下の句をお聞きになったことがあると思います。
「人間到る処青山有り」
「じんかん、いたるところ せいざんあり」と読みます。
この言葉は江戸末期の僧、釈 月性(しゃく げっしょう)が詠んだ漢詩「将東遊題壁」の一節です。
漢詩ということから中国で誕生したと思われるかも知れませんが、れっきとした日本生まれの漢詩なのです。
「人間」の読み方は「じんかん」で、「人の世」を意味しています。
「にんげん」と読まないように注意が必要ですが、しかし、現在では「人間(にんげん)」という意味でも解釈されているようです。
「将東遊題壁」釈 月性
「将(まさ)に東遊(とうゆう)せんとして壁(へき)に題(だい)す」 (釈 月性 しゃく げっしょう)
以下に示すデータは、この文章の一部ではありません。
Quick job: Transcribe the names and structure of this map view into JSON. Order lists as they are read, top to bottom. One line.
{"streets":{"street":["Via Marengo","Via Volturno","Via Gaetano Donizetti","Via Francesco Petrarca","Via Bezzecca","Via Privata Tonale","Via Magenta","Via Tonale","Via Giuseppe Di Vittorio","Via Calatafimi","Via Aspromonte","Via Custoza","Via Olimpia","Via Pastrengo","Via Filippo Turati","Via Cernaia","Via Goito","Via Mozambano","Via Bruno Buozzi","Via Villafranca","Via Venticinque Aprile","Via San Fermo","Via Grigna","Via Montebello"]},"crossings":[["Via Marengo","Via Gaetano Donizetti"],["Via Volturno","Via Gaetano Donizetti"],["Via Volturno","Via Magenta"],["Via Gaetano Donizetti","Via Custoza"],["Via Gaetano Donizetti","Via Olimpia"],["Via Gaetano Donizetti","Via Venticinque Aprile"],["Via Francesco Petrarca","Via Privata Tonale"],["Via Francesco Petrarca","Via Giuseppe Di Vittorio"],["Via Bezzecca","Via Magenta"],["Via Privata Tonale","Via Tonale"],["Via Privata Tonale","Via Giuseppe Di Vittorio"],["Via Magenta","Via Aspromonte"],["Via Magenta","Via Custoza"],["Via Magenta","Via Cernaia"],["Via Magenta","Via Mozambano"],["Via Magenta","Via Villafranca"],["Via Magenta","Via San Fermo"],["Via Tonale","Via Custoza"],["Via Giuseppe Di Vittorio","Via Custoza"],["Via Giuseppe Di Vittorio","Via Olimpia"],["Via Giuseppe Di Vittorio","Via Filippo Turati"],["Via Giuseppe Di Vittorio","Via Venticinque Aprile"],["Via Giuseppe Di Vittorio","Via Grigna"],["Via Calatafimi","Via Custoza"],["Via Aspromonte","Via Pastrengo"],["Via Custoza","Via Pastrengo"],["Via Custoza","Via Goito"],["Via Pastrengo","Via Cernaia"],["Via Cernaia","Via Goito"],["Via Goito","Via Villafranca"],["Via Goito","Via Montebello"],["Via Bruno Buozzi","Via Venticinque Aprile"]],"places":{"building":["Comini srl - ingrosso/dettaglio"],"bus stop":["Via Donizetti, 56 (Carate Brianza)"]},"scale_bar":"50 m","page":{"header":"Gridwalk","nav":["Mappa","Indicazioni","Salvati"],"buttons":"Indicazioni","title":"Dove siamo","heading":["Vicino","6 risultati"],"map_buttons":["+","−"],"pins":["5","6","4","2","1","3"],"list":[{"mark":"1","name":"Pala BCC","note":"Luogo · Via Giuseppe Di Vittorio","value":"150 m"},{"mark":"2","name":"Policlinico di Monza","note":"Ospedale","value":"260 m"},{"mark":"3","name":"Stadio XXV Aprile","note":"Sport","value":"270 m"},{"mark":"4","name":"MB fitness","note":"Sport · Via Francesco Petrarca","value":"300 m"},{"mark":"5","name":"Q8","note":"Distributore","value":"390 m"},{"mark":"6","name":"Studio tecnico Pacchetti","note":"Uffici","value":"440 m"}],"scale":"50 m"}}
男児立志出郷関(男児(だんじ)志を立てて郷関(きょうかん)を出(い)ず)
学若無成不復還(学(がく)若(も)し成る無(な)くんば復(また)還(かえ)らず)
埋骨何期墳墓地(骨を埋(うず)むる何(なん)ぞ期(き)せん墳墓(ふんぼ)の地)
人間到処有青山(人間(じんかん)到る処(ところ)青山(せいざん)有り)
意訳は、
男たるもの志を立てて故郷を出たからには、
学問を成就できなかったとしても、二度とは帰って来ない
どうして故郷の地に骨を埋めることを望もうか
世の中、至る所に死に場所などあるものだ
大体の意味は、「人は、世界中どこで死んでも、墓地とするところはある。志を成し遂げるために故郷を出るならば、どこへ行ったとしても大いに活躍すべきである」
といった意味になります。
この言葉はNHKの朝の連ドラ「マッサン」で、週テーマとなったこともあるのでご存知の方も多いのではないでしょうか?
今日は皆様よくご存じの名言の中から一節をご紹介しました。